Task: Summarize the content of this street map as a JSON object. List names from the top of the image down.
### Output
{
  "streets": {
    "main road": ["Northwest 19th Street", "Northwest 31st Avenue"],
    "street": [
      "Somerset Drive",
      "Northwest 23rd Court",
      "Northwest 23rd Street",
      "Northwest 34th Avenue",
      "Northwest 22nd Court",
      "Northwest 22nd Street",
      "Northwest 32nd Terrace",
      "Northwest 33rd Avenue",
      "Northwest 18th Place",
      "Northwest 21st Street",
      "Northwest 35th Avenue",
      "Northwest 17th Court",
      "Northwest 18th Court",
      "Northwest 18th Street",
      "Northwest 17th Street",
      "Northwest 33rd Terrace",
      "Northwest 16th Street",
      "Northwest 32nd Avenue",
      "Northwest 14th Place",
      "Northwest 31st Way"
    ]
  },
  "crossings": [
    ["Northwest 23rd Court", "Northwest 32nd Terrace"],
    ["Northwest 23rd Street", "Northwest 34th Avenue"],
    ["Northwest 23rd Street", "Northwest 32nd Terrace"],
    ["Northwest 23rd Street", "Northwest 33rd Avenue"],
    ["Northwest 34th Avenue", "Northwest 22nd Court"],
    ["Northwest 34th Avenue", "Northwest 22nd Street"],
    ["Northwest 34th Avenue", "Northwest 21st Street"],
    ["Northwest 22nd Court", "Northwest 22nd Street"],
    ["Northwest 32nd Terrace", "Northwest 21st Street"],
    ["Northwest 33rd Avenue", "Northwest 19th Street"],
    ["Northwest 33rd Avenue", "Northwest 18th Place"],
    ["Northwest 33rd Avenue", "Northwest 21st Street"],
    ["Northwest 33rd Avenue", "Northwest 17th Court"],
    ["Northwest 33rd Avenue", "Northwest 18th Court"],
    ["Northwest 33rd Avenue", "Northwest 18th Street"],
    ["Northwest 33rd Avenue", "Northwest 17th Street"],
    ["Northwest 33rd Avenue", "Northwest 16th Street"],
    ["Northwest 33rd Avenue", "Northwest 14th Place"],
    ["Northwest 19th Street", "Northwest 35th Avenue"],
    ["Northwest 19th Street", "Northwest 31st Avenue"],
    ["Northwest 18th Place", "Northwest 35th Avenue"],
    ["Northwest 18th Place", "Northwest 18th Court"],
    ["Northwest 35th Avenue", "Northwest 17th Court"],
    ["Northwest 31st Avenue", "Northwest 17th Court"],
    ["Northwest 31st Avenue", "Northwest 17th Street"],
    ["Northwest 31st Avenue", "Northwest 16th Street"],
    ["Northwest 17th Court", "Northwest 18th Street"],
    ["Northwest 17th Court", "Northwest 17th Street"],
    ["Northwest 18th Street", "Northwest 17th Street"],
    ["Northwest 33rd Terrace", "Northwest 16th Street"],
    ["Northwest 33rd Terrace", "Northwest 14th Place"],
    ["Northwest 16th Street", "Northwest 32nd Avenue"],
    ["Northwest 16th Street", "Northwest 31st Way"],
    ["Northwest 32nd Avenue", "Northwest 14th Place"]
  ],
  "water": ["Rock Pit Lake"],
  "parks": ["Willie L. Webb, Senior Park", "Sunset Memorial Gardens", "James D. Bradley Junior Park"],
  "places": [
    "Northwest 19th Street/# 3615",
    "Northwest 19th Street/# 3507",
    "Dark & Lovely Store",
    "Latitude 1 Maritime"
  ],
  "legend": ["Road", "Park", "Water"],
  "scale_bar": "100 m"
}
#####
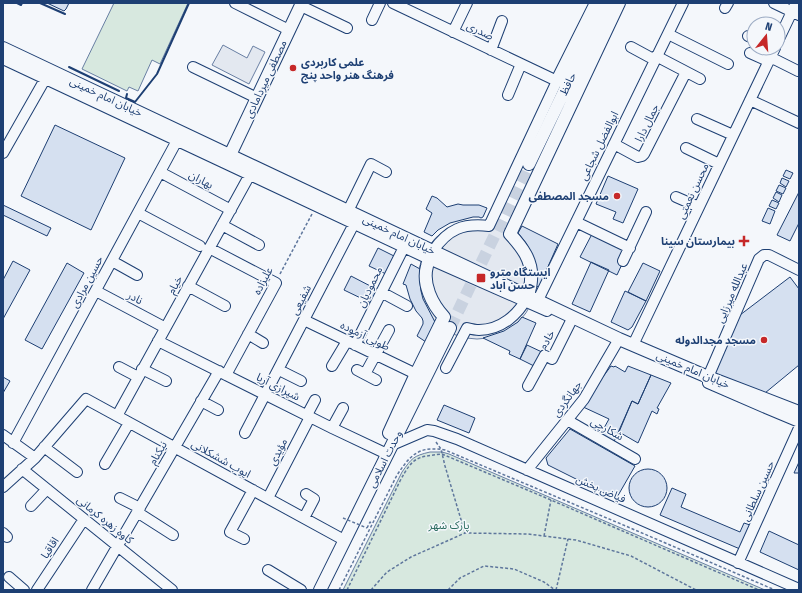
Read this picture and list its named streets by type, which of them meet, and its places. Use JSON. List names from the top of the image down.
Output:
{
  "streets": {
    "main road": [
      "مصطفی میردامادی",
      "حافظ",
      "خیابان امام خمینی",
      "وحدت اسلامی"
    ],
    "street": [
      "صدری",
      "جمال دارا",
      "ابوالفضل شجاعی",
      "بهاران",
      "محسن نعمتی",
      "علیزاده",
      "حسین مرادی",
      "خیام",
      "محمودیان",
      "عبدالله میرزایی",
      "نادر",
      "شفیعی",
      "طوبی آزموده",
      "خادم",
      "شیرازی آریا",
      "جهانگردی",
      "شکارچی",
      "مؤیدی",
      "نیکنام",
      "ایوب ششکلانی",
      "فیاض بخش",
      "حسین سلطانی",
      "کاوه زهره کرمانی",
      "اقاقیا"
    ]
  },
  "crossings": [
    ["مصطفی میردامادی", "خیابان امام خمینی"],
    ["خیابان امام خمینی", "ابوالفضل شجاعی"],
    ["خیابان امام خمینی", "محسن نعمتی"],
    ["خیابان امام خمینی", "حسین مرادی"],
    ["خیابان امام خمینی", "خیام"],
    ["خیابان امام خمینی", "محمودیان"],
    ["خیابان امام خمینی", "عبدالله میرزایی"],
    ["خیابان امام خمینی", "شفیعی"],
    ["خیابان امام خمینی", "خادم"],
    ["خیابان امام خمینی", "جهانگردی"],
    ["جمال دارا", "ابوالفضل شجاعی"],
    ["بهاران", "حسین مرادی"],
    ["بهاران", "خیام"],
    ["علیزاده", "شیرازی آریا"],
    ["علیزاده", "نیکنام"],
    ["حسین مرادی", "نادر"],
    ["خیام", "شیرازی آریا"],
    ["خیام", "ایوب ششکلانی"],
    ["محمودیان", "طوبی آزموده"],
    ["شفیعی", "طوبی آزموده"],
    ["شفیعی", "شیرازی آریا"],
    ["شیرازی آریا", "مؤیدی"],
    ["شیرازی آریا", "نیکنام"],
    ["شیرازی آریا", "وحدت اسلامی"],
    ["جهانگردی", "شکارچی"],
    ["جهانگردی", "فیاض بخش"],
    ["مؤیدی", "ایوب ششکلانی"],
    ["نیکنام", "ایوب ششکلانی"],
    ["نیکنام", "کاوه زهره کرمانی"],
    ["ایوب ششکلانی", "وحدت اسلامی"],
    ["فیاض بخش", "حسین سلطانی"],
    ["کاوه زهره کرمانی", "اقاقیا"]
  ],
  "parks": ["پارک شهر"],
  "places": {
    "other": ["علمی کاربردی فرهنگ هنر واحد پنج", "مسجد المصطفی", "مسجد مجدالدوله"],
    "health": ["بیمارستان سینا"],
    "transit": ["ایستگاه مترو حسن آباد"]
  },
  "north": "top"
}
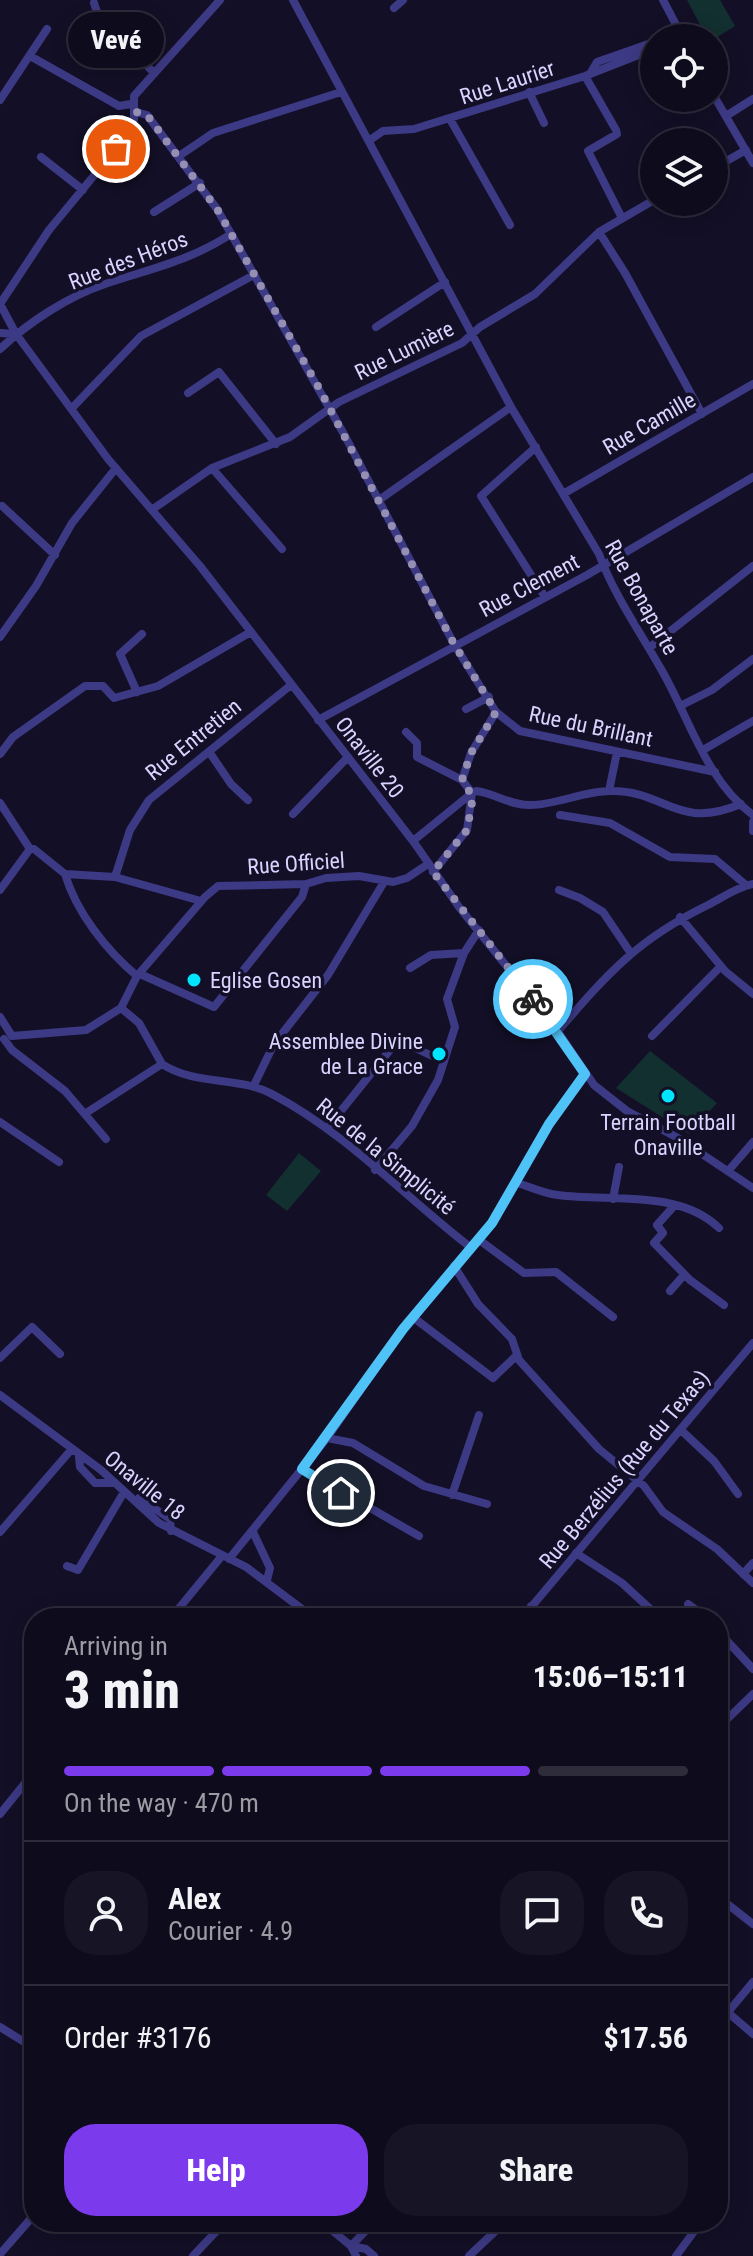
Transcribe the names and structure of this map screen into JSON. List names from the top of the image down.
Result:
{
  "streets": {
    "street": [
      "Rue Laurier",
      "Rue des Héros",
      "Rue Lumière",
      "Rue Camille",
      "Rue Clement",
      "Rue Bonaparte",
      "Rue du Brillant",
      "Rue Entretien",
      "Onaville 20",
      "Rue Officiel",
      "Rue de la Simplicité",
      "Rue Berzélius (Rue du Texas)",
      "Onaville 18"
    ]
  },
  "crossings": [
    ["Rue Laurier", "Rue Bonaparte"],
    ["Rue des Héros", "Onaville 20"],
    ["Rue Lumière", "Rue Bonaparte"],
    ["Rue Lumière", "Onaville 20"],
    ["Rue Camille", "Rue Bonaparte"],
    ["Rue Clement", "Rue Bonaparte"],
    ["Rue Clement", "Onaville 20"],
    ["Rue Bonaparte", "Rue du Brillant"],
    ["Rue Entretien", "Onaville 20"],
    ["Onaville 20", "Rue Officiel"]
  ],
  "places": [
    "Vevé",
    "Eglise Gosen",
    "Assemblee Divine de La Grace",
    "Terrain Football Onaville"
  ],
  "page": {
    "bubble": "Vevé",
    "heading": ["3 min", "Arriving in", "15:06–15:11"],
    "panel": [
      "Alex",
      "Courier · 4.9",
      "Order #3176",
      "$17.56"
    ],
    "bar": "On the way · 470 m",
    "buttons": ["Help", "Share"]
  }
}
#####
» WHAT IS EXPECTED
Where a line of the data includes the string "Clement", list that line.

» TASK RESULT
      "Rue Clement",
    ["Rue Clement", "Rue Bonaparte"],
    ["Rue Clement", "Onaville 20"],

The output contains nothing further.